Когда у тебя умирает друг, тогда только и видишь, в какой степени и с каким особым оттенком ты любил его. Ведь есть же много степеней и много оттенков любви. И обычно тогда выясняется, что любовь и знание – это почти одно и то же, что человека, которого ты больше всего любил, ты и знаешь лучше всего. Степень боли, испытываемая в момент потери, не имеет решающего значения, она слишком зависит от нашего сиюминутного состояния. Есть времена, дни, часы, когда мы согласны с бренностью, с законом увядания и умирания, и тогда весть о чьей-то смерти мы принимаем так, как принимает осенью дерево дуновение ветра: оно слегка вздрагивает и чуть вздыхает, роняет горсть высохших листьев и вновь погружается в свою дремоту. В другой час боль из-за той же смерти обожгла бы, как огонь, ударила бы, как топор. Кроме того, одно дело, когда чья-то смерть поражает нас, другое – когда мы ее ждали, часто боялись, часто заранее представляли себе. Так было с другом Петером. На протяжении многих лет близкие любили его как страдальца, находящегося в большой опасности, постоянно пребывающего рядом со смертью.

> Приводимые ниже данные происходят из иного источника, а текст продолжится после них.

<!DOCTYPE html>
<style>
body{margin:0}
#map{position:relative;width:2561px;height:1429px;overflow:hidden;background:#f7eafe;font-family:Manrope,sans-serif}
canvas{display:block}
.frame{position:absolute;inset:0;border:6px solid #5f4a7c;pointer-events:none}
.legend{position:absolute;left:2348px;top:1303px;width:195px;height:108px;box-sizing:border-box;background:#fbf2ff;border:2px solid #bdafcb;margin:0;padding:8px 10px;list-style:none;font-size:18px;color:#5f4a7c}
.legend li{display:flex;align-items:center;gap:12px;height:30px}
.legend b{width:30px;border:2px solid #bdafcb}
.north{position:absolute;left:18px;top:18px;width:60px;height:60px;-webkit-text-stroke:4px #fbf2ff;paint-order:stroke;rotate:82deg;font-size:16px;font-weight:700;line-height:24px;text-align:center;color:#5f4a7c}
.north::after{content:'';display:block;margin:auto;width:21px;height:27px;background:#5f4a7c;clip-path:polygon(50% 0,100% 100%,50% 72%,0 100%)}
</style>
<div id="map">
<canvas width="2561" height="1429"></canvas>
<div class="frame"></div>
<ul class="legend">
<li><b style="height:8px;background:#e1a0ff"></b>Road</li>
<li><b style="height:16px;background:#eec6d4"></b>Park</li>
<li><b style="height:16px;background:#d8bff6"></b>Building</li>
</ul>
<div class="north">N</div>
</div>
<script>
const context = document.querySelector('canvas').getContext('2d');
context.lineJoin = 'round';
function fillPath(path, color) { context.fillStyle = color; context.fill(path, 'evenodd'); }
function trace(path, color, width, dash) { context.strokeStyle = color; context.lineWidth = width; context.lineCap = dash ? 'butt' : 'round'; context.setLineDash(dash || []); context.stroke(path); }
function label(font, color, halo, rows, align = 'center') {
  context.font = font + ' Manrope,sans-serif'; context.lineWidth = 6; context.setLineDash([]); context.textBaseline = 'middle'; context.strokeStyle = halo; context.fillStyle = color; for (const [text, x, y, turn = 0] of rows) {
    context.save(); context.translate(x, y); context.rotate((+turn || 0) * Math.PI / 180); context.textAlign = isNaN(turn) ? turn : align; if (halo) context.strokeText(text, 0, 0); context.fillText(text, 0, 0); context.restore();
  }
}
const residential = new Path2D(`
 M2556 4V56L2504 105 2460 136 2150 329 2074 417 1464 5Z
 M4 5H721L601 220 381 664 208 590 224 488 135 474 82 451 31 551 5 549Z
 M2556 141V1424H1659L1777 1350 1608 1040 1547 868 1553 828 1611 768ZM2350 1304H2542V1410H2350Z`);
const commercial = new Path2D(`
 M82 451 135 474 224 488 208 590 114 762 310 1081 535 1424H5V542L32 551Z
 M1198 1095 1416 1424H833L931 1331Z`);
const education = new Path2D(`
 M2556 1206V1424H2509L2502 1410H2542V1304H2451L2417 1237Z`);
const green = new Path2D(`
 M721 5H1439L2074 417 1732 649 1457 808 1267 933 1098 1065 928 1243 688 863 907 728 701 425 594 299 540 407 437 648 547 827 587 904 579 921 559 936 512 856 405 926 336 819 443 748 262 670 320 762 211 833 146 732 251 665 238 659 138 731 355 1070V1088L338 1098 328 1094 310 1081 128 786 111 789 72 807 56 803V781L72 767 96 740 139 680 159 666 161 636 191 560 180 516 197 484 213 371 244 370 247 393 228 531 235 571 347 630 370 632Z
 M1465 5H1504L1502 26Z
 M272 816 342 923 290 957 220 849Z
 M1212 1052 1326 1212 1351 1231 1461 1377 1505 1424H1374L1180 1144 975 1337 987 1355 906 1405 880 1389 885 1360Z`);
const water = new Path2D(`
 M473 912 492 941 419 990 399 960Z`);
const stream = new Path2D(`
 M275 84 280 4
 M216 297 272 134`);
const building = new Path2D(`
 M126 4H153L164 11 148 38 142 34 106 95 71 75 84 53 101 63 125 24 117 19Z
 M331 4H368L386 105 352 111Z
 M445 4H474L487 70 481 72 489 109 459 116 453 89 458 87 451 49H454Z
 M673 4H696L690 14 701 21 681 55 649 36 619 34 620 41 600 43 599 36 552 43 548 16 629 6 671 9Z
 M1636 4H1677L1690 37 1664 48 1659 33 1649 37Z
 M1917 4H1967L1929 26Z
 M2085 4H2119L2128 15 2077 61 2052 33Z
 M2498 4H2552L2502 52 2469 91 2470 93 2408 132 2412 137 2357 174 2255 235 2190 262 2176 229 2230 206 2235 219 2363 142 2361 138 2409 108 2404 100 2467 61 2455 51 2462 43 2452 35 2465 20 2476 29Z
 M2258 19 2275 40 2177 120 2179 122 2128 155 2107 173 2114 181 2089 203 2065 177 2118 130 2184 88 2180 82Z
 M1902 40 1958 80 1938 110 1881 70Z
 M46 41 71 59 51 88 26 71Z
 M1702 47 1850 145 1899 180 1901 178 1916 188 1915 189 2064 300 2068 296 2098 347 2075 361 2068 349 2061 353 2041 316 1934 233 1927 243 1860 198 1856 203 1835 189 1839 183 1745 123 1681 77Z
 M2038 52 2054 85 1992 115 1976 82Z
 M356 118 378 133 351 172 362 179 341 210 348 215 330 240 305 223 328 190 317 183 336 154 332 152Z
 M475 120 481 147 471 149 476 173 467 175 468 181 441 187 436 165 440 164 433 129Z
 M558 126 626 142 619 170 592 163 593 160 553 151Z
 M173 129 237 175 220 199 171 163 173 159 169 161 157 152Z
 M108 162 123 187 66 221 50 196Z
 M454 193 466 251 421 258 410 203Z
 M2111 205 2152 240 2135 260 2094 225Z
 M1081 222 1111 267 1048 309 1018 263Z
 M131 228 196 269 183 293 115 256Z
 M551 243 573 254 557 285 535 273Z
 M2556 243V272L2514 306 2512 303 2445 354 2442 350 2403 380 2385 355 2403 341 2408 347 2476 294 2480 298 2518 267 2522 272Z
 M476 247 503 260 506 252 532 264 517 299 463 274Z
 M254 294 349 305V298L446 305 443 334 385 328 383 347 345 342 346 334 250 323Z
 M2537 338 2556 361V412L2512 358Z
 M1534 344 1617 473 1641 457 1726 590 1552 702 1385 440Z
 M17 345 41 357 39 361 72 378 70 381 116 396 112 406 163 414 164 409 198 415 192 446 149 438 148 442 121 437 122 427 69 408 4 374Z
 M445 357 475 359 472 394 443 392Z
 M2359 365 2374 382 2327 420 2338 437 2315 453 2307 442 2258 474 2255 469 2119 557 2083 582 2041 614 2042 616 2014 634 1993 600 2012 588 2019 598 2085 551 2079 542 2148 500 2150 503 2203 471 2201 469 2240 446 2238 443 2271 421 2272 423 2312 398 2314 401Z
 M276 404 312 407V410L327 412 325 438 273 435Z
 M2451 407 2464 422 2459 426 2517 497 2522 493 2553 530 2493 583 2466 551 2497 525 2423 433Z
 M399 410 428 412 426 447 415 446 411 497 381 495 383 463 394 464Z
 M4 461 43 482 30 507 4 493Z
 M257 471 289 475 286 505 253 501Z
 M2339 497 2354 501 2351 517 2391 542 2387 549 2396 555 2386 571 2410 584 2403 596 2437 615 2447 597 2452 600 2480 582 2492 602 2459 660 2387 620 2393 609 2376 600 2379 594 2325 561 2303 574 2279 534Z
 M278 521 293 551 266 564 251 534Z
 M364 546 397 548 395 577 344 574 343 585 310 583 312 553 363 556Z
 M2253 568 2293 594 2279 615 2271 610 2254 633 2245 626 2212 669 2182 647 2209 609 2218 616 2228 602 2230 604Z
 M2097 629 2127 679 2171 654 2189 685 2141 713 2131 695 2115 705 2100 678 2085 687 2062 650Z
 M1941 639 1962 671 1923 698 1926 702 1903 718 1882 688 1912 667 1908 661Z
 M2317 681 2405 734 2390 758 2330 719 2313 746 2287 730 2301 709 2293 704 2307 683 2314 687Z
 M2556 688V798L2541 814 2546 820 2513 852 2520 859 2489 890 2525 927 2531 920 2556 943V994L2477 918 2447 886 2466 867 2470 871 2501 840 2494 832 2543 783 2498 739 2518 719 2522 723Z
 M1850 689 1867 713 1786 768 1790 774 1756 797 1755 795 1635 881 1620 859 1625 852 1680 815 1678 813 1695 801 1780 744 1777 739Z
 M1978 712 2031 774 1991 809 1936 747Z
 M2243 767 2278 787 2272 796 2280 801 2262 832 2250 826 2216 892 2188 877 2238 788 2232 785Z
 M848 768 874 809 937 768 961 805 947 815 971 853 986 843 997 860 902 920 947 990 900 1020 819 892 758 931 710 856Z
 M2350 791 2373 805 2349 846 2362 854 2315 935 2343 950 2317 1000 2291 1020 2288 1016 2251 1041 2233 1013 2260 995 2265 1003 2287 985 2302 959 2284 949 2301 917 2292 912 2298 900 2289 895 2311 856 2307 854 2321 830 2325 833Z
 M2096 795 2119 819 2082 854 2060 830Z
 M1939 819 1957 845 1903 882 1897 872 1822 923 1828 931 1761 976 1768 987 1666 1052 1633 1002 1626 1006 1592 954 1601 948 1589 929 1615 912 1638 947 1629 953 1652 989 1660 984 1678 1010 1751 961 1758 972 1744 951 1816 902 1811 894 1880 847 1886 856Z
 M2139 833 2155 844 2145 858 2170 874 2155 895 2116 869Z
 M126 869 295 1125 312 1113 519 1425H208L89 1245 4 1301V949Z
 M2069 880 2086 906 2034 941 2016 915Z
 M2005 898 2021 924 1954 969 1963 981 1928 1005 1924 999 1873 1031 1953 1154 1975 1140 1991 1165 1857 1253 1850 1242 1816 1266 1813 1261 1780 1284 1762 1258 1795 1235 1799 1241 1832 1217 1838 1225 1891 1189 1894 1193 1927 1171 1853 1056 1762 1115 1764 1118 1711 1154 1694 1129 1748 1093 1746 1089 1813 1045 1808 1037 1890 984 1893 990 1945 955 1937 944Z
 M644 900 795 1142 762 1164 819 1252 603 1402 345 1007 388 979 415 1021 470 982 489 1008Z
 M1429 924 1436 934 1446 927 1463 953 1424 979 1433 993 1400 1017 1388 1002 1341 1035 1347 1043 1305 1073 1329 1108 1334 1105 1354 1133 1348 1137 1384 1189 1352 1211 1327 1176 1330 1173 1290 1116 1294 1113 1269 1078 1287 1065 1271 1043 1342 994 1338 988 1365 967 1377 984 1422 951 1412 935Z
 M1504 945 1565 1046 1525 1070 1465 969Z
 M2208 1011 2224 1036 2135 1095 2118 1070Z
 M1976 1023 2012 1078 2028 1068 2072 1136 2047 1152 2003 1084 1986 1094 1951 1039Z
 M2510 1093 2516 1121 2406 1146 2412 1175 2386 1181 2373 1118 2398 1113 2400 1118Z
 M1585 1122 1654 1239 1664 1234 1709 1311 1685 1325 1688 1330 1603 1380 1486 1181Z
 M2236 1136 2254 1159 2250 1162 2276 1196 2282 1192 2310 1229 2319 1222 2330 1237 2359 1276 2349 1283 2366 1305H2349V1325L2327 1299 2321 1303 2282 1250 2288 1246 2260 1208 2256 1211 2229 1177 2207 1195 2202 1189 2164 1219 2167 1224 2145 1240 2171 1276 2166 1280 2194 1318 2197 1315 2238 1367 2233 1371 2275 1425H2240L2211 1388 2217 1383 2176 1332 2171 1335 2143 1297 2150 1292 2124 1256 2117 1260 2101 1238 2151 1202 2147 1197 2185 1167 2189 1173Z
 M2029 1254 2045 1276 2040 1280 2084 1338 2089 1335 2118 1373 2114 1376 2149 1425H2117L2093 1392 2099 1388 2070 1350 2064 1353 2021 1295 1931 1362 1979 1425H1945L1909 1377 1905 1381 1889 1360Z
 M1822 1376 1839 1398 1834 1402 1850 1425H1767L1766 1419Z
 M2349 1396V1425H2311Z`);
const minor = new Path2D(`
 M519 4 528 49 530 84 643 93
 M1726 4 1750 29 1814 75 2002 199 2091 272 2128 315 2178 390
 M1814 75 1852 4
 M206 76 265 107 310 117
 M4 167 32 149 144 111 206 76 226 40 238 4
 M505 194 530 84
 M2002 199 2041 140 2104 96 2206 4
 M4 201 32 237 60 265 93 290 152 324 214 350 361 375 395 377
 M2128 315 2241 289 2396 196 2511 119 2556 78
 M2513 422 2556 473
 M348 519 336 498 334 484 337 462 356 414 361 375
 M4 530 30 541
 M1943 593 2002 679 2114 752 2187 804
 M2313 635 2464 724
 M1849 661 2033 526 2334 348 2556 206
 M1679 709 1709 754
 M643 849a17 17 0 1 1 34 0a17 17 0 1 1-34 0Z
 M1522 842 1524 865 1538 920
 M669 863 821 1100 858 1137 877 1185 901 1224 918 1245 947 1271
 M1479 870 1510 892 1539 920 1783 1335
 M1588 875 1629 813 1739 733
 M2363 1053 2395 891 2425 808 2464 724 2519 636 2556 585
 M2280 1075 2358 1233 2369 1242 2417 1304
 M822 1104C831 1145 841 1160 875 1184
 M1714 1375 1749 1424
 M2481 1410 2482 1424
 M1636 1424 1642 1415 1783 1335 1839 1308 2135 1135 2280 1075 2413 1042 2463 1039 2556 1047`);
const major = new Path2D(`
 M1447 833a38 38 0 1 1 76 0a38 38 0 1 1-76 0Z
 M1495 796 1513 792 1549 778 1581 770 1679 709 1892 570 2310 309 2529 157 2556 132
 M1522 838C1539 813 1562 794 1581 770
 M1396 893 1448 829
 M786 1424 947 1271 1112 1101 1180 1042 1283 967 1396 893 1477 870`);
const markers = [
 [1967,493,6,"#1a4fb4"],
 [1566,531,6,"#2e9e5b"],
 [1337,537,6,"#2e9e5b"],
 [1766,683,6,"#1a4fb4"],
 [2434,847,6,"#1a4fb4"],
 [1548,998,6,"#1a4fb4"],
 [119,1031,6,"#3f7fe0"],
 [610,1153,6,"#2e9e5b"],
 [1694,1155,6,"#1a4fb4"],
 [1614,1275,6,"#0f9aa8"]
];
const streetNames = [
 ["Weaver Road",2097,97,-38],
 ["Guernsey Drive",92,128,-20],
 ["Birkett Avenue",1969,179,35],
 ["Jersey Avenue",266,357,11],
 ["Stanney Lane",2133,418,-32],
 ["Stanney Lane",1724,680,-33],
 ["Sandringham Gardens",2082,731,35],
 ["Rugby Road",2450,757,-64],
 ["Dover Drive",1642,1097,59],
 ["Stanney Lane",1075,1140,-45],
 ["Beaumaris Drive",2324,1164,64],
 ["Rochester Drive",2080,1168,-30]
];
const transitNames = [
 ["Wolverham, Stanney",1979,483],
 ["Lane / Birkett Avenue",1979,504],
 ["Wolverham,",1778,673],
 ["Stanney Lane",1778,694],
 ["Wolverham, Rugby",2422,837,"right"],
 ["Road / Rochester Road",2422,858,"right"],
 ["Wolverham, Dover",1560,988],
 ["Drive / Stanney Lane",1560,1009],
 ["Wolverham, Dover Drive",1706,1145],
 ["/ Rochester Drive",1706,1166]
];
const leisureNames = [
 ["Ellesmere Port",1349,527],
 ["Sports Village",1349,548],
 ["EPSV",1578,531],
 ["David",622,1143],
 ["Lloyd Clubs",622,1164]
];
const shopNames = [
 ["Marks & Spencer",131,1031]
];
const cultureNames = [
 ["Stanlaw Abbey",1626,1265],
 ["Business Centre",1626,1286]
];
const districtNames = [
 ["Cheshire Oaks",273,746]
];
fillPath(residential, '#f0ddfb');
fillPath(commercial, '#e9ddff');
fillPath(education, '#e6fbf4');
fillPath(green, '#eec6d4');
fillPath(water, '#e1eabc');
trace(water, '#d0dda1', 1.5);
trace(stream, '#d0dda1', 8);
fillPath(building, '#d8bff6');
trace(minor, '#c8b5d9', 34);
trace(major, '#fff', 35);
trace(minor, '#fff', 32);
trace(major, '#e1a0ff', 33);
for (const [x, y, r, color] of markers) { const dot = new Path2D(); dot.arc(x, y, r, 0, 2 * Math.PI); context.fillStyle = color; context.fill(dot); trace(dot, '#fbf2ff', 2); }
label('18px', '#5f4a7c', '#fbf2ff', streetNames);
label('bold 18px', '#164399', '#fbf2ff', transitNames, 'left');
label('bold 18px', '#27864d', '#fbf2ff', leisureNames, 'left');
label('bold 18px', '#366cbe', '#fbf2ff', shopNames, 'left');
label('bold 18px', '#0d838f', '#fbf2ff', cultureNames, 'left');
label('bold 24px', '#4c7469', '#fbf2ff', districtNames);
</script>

Сколько бы жизни и энергии ни излучал он в оживленном, порой страстном разговоре – когда мы потом видели, как он осторожно, явно больной, шагал перед домом, слегка наклонившись вперед, высокий, с вяло повисшими руками, с неподвижным лицом, глядя усталыми глазами куда-то вперед, или когда среди взволнованной речи на него нападал кашель, так всех нас пугавший, ужасный, лающий, сотрясающий тело кашель, при котором его милое лицо искажалось и багровело, когда он медленно и с усилием поднимался со стула и покидал нас с прощальным жестом, – все становилось ясно, и при каждом прощании мы опасались, что оно – последнее.
Поэтому весть о кончине Петера не поразила и не испугала меня. Боль не пронзила, не обожгла, она не поторопилась, она и сейчас не испытана до конца. Но очень скоро образ друга претерпел во мне то превращение, то укрепление, то преображение, которое происходит лишь с образами очень дорогих и очень важных нам завершенностей, которое, собственно, только и придает в нашей памяти, в картинной галерее нашей души завершенность умершим. Ведь мы же знаем немало умерших, которых завершенными никогда не чувствуем и не называем. Мой друг годами находился на краю жизни и не раз отступал для меня на то расстояние, на которое вообще-то уводит наших любимых лишь смерть. Затем он опять возвращался с этого расстояния, с высоты обреченного на смерть в будни живущих и действующих, возвращался с высоты преодолевшего в атмосферу мгновенья и случая. Но теперь, когда возможности такого возвращенья не стало, я увидел и ощутил, что Петер давно уже принадлежал для меня больше к завершенным, сверхреальным (не хочу говорить – «преображенным»), чем к тем, кто жил на одном уровне со мной. Тут играло известную роль то, что я знал в пору его великого испытания, – ведь в самое мрачное время Германии он был приговорен к смерти и, как Достоевский, чуть не казнен. Вдобавок его безнадежная болезнь.